TAL and automated theorem proving are complementary technologies. On one hand, TAL is relatively easy to generate: because of the similarity between TAL types and high-level language types, a compiler can automatically turn high-level language code into TAL code, relying on the type annotations already present in the high-level language code. This enables TAL to scale easily to large amounts of code. Verve uses the Bartok compiler,³ which automatically generates TAL code from type-safe C# code.

On the other hand, we can use automated theorem provers to verify deeper logical properties about the code than a typical TAL type system can express, using a methodology discussed by Turing¹² and described by Floyd and Hoare in the 1960s, now commonly known as “Hoare logic.” In this methodology, a programmer annotates various points in the program, such as procedure entry points and loop entry points, with annotations describing the state of the machine. Such annotations are similar to type annotations, but specify properties of variables in much greater detail than usually found in type annotations. For example, a type annotation might merely say that registers eax and ebx both have type int, while a Hoare-style annotation might specify a precise formula about the values in eax and ebx, such as “eax >= 10 && eax + ebx < 20.” Because of this level of detail, writing these annotations requires substantial programmer effort.

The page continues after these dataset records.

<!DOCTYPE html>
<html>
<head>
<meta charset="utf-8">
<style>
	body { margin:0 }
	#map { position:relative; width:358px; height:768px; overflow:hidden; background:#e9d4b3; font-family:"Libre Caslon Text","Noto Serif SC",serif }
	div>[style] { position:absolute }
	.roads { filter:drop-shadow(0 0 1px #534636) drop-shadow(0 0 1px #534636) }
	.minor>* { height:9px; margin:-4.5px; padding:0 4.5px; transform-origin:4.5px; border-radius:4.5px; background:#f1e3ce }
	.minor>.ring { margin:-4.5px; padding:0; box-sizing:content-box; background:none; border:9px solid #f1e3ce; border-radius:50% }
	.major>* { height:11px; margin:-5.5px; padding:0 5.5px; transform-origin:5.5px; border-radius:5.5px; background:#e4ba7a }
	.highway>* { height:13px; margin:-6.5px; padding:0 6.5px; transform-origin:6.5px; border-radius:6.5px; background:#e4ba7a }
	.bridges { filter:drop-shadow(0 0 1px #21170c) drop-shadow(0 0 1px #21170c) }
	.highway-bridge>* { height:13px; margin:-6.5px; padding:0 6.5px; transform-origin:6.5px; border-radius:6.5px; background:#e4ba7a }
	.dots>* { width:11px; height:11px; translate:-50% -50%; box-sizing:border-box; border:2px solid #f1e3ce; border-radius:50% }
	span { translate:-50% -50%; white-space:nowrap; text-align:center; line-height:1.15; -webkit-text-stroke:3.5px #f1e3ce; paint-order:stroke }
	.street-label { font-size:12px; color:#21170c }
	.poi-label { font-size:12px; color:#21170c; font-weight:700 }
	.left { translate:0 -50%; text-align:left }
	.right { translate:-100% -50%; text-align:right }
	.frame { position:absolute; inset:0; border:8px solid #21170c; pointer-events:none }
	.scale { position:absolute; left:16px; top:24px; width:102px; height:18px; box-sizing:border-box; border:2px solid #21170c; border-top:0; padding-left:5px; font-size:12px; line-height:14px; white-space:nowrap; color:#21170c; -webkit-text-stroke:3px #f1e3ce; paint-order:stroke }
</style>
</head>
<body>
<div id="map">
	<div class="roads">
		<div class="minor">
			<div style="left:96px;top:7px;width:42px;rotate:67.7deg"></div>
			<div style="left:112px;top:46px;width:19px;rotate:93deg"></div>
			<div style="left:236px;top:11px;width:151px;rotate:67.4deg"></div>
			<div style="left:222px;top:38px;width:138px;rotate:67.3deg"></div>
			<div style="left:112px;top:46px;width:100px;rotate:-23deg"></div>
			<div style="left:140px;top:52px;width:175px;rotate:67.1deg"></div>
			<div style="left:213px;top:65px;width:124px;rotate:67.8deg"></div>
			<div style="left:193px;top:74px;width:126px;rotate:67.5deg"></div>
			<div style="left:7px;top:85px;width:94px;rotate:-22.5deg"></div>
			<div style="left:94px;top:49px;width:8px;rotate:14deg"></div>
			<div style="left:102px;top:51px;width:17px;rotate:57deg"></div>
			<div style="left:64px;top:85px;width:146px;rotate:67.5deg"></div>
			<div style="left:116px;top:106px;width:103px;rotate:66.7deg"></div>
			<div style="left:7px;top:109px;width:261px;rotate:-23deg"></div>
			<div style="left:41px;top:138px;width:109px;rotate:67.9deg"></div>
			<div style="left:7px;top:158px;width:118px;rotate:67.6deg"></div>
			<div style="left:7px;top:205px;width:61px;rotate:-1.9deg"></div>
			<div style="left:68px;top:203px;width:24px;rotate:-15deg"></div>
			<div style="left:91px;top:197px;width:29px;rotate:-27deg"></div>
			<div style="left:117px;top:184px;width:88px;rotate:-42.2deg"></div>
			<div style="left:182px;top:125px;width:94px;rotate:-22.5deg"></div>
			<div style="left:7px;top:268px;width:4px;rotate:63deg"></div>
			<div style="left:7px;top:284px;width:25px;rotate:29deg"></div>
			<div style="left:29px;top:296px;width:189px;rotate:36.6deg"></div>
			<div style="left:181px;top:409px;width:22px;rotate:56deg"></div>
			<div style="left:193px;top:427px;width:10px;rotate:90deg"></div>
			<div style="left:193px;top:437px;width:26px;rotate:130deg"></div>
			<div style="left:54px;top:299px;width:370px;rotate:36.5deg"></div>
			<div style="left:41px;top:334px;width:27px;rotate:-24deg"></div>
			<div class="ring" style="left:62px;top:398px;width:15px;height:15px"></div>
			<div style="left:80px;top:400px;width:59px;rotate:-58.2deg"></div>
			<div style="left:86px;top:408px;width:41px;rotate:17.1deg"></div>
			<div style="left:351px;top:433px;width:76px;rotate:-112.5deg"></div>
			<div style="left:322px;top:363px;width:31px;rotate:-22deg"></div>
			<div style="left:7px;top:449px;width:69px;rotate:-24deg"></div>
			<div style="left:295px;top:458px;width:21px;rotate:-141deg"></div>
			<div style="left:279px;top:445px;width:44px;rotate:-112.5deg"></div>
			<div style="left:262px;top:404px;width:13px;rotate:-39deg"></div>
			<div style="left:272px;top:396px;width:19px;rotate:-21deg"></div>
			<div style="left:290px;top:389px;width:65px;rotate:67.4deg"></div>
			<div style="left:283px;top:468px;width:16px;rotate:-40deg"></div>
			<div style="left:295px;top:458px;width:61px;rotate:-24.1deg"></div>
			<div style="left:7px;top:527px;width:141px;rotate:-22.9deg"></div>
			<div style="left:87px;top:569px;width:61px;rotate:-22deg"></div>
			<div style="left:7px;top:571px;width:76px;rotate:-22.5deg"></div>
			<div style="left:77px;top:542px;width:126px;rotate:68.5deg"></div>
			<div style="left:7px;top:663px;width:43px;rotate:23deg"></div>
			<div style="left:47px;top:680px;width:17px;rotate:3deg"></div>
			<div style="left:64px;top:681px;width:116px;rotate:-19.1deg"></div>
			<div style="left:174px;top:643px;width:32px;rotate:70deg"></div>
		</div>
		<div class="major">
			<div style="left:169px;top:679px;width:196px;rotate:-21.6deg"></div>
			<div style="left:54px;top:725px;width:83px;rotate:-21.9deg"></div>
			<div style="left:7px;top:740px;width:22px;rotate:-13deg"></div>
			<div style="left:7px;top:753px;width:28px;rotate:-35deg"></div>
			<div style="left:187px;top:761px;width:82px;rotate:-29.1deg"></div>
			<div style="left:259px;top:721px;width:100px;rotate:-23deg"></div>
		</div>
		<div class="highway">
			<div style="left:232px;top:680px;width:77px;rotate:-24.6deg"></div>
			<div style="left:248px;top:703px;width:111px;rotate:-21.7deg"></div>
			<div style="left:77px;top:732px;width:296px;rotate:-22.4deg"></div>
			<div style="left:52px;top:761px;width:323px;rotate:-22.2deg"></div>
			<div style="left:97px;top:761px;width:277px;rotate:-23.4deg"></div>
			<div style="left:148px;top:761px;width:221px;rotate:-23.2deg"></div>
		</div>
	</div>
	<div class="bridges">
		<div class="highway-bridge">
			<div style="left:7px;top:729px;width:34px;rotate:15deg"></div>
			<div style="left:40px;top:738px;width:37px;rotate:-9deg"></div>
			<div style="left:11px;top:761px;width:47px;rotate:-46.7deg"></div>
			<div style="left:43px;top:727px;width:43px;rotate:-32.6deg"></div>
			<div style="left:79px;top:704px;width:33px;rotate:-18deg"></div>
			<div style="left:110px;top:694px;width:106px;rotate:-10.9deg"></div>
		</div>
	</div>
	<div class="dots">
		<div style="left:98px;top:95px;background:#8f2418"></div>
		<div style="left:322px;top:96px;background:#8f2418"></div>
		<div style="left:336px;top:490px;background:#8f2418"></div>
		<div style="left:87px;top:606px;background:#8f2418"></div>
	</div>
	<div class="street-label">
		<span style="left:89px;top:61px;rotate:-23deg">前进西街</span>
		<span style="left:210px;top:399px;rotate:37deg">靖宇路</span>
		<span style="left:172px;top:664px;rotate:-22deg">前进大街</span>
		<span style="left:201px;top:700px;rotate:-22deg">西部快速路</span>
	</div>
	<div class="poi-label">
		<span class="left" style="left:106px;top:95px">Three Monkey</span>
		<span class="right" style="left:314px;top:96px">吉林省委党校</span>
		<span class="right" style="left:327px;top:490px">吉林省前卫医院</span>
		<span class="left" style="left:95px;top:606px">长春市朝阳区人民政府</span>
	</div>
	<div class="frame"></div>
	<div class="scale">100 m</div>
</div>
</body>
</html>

To exploit the tradeoff between TAL and automated theorem proving, we decided to split the Verve operating system code into two parts, shown in Figure 1: a Nucleus, verified with Hoare logic and automated theorem proving, and a kernel, verified with TAL. The relative difficulty of Hoare logic motivated the balance between the two parts: only the functionality that we could not use TAL to verify as safe went into the Nucleus; all other code went into the kernel.

The Nucleus’s source code is not expressed in TAL, but rather in Boogie’s programming language, called BoogiePL (or just Boogie), so that the Boogie verifier can check it. Since the Nucleus code consists of assembly-language instructions, these assembly-language instructions must appear in a form that the Boogie verifier can understand. As described in detail below, we decided to encode assembly-language instructions as BoogiePL statements, so that the Boogie verifier can check that each instruction’s requirements are satisfied. After Boogie verification, a separate tool called “BoogieAsm,” developed for an earlier project,⁷ extracts standard assembly-language instructions from the BoogiePL code. A standard assembler then turns these instructions into an object file.

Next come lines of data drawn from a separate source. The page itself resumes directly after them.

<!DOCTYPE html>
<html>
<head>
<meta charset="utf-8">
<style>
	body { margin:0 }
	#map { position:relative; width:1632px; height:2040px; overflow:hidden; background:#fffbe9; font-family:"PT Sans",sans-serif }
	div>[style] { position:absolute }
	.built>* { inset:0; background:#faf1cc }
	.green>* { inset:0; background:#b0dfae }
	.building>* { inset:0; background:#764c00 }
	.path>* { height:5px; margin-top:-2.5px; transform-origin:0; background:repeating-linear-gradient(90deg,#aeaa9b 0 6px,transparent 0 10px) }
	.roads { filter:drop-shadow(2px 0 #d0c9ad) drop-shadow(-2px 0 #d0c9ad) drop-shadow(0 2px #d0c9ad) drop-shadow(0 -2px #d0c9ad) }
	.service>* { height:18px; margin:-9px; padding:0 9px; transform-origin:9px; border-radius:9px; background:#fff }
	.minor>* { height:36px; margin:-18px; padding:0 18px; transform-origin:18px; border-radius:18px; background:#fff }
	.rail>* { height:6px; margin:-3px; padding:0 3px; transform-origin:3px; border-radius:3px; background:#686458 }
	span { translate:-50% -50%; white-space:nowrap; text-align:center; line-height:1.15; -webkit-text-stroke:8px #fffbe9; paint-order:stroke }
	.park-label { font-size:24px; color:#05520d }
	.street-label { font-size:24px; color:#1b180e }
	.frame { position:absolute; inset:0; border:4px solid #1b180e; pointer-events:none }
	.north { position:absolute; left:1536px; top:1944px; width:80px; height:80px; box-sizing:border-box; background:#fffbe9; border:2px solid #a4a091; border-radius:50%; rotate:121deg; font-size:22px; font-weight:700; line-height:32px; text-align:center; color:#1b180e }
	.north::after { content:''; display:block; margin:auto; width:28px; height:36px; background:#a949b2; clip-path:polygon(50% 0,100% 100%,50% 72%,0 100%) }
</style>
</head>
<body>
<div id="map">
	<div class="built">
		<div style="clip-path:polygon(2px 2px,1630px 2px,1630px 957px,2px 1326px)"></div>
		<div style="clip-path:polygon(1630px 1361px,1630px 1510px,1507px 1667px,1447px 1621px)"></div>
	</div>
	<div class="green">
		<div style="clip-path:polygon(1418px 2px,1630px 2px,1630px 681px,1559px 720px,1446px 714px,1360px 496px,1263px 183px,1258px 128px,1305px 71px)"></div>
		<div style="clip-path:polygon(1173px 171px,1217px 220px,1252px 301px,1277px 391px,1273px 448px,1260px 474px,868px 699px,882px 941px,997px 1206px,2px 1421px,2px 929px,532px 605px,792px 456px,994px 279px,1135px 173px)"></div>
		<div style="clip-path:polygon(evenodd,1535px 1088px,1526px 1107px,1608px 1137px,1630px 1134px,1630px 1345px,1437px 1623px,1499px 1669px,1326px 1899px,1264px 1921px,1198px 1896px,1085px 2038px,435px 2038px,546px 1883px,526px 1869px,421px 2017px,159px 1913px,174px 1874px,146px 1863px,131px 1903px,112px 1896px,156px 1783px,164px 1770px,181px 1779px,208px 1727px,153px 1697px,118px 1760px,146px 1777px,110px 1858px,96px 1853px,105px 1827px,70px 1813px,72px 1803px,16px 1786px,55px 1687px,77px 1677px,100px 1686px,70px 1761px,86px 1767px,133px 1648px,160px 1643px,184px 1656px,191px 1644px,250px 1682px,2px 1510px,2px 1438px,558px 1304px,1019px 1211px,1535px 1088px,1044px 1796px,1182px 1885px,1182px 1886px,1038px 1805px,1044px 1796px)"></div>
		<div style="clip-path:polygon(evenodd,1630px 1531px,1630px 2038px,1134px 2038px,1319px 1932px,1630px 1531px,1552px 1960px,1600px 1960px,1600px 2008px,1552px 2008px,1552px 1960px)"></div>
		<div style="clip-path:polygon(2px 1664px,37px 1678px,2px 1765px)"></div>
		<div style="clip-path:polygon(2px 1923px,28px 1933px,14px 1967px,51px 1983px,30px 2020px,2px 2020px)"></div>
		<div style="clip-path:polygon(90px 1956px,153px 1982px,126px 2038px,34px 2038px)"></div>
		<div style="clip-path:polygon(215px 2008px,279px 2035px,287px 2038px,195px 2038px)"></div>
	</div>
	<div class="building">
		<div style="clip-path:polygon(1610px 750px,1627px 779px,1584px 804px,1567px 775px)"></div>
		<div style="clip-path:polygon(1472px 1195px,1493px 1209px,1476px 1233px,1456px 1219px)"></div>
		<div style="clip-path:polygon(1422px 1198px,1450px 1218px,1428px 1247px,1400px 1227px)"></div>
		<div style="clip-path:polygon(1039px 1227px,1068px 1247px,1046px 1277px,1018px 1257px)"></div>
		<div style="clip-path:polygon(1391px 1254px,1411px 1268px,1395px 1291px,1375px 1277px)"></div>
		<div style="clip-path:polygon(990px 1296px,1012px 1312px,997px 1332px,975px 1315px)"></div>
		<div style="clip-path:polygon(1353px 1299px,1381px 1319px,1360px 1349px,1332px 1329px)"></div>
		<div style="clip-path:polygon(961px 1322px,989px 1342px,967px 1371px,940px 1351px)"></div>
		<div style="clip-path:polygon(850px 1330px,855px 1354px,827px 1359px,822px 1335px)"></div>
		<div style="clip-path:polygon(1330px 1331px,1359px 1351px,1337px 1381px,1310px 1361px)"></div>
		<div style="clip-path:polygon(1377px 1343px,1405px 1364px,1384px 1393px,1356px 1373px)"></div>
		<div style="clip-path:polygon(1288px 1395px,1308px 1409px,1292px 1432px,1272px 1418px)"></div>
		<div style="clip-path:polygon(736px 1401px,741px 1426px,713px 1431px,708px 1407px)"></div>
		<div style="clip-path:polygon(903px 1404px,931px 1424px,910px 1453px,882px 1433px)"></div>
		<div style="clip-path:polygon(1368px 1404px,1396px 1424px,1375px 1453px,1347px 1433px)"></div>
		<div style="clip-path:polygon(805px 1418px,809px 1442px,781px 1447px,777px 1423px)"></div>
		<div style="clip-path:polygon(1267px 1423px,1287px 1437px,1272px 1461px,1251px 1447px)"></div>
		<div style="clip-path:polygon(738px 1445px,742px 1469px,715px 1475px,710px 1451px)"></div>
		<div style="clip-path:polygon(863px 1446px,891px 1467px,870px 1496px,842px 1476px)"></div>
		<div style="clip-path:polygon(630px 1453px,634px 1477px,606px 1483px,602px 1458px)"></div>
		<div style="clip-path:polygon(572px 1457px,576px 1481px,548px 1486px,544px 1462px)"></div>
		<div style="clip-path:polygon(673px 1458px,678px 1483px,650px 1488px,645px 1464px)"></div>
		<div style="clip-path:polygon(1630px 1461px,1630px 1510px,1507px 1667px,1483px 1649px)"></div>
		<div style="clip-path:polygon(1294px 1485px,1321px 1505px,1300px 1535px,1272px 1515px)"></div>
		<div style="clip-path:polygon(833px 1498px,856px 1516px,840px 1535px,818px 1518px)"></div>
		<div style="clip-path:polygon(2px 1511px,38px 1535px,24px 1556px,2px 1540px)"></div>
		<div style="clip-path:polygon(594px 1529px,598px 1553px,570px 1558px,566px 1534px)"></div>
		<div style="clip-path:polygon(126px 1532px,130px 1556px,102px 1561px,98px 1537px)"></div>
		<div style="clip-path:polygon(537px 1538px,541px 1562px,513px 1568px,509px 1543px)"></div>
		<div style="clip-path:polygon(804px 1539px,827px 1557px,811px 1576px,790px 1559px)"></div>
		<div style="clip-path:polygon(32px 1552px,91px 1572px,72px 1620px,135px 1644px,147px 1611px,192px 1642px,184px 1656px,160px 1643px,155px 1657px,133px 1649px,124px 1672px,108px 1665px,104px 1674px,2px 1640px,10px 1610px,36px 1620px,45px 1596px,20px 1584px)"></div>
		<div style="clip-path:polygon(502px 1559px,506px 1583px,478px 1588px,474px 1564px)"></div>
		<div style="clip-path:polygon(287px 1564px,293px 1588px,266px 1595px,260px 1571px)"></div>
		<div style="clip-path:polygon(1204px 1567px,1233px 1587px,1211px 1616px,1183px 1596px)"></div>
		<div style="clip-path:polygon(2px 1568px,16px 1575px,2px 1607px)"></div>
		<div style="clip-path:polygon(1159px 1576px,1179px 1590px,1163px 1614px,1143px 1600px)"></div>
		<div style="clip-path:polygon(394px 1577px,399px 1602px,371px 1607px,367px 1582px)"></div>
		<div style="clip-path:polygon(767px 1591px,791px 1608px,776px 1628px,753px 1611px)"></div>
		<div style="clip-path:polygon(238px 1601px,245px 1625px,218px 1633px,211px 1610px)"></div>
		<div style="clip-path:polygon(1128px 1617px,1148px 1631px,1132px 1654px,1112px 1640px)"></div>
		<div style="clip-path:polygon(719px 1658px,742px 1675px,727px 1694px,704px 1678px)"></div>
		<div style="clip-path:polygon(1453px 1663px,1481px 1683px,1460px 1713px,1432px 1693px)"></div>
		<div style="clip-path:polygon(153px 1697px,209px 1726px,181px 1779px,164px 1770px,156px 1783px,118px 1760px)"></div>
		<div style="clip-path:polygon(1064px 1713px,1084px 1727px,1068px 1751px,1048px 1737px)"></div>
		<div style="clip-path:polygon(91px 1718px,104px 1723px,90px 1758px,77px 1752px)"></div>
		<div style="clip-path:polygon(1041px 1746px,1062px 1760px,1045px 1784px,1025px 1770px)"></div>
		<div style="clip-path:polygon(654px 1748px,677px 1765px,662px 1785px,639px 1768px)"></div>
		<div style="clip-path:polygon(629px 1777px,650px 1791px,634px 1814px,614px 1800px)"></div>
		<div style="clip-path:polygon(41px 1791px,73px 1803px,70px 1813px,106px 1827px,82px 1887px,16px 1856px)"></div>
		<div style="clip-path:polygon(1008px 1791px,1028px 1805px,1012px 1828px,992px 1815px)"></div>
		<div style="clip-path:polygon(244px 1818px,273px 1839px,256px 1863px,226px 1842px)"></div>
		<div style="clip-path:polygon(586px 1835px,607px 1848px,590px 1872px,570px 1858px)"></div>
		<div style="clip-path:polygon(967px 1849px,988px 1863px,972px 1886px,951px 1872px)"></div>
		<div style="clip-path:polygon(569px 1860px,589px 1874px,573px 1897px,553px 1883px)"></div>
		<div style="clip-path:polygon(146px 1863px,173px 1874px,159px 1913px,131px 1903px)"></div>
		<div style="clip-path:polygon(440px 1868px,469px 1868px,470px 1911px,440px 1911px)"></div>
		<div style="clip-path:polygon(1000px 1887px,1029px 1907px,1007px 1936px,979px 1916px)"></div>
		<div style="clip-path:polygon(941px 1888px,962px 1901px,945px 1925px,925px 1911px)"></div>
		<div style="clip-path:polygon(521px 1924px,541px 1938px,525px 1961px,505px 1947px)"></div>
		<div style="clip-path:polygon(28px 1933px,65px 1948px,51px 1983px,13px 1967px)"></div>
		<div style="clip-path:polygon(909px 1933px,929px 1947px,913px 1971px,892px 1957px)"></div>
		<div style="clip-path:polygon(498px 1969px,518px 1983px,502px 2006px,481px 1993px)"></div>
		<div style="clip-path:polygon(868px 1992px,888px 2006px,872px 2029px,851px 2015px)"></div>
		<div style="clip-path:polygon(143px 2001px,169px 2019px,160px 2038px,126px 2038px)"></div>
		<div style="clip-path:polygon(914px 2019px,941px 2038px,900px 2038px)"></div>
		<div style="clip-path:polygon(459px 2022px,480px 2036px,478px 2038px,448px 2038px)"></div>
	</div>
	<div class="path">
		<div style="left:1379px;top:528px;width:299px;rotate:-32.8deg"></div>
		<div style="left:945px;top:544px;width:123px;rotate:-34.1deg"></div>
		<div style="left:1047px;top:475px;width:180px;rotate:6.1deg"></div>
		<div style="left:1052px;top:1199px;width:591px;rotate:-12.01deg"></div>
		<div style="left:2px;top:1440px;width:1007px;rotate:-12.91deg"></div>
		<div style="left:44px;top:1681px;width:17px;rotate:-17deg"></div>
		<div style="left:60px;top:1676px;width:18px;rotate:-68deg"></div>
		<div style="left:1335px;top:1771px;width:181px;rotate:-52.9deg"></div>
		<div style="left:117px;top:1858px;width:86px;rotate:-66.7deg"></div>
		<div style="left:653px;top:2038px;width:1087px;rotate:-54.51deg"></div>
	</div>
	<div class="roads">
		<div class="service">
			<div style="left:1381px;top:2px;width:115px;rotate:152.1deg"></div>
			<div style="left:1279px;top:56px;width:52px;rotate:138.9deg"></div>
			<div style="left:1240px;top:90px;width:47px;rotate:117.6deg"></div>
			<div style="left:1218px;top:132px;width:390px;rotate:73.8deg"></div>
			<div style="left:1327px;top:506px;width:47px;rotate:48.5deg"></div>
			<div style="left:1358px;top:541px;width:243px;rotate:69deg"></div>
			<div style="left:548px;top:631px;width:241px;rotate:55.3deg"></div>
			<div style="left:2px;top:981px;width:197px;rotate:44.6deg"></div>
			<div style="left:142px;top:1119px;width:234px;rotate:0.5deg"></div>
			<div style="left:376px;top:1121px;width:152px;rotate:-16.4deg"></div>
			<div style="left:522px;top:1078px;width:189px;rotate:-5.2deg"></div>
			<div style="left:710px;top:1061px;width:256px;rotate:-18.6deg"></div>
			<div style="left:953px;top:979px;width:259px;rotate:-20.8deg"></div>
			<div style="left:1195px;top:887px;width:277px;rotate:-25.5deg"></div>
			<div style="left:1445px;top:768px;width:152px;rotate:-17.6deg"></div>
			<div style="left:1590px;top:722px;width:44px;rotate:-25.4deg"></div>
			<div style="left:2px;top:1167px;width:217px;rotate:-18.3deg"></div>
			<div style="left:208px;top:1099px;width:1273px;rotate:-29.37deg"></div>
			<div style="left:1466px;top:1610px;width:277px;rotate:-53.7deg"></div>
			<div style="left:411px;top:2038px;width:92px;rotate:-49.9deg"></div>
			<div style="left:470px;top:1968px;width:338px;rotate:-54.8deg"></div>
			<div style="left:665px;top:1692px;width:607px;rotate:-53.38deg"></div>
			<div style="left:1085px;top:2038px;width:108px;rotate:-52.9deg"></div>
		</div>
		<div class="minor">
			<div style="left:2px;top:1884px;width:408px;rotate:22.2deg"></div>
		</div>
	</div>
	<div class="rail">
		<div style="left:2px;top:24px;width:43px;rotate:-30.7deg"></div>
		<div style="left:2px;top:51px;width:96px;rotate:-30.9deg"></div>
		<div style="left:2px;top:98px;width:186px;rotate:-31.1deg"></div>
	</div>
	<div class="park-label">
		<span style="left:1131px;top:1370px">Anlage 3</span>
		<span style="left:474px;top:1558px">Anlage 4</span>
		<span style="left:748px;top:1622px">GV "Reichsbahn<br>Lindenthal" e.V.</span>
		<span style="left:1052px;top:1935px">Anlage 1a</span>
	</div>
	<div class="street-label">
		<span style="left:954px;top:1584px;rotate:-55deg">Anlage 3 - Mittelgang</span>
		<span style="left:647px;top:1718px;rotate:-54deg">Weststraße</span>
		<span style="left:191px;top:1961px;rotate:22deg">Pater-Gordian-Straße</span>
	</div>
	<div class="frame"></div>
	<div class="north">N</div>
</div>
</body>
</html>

A bug in the Boogie checker or TAL checker could allow unsafe code to pass into the Verve system. Therefore, we currently must trust that these checkers are correct; they are part of Verve’s “trusted computing base.” Figure 2 shows the various components of Verve’s trusted computing base. The only trusted components are the tools used to verify, assemble, link, and boot the verified Nucleus and kernel. Note that although we rely on various compilers (the Bartok compiler generates TAL code, while a separate compiler called “Beat” generates much of the BoogiePL code), none of our compilers are part of our trusted computing base: we do not need to trust the compilers to ensure the correctness of the Nucleus and safety of the Verve system as a whole.

The trusted computing base includes the specification of correctness for the Nucleus’s BoogiePL code. This includes specifications of the behavior of functions exported by the Nucleus, shown in Figure 1. (For example, the specification of “YieldTo” ensures that the Nucleus sets the stack pointer to the top of the correct stack during a yield.) It also includes specifications for assembly-language instructions and for interaction with hardware devices and memory; we took some of these specifications from existing work,⁷ and wrote some of them from scratch. All Boogie specifications are written as logical formulas in the BoogiePL language.

By expressing and checking properties at a low level (assembly language), we can ensure nontrivial properties with high confidence. The bulk of this paper focuses on these properties, with an emphasis on the specification and verification of the Nucleus’s correctness properties. The next two sections discuss the Nucleus’s design and verification.

3. The Nucleus Interface

The core of our verification is the Nucleus, which provides a verified interface to the low-level functionality of the operating system. We verify the Nucleus using Hoare logic in Boogie, based on a trusted specification for x86 assembly-language instructions. In Verve, all access to low-level functionality must occur through the Nucleus—the kernel’s TAL code and application’s TAL code can access low-level functionality only indirectly, through the Nucleus. For example, TAL code cannot directly access devices. Furthermore, even though TAL code can directly read and write words of memory, it can read and write only words designated as safe-for-TAL by the Nucleus’s garbage collector.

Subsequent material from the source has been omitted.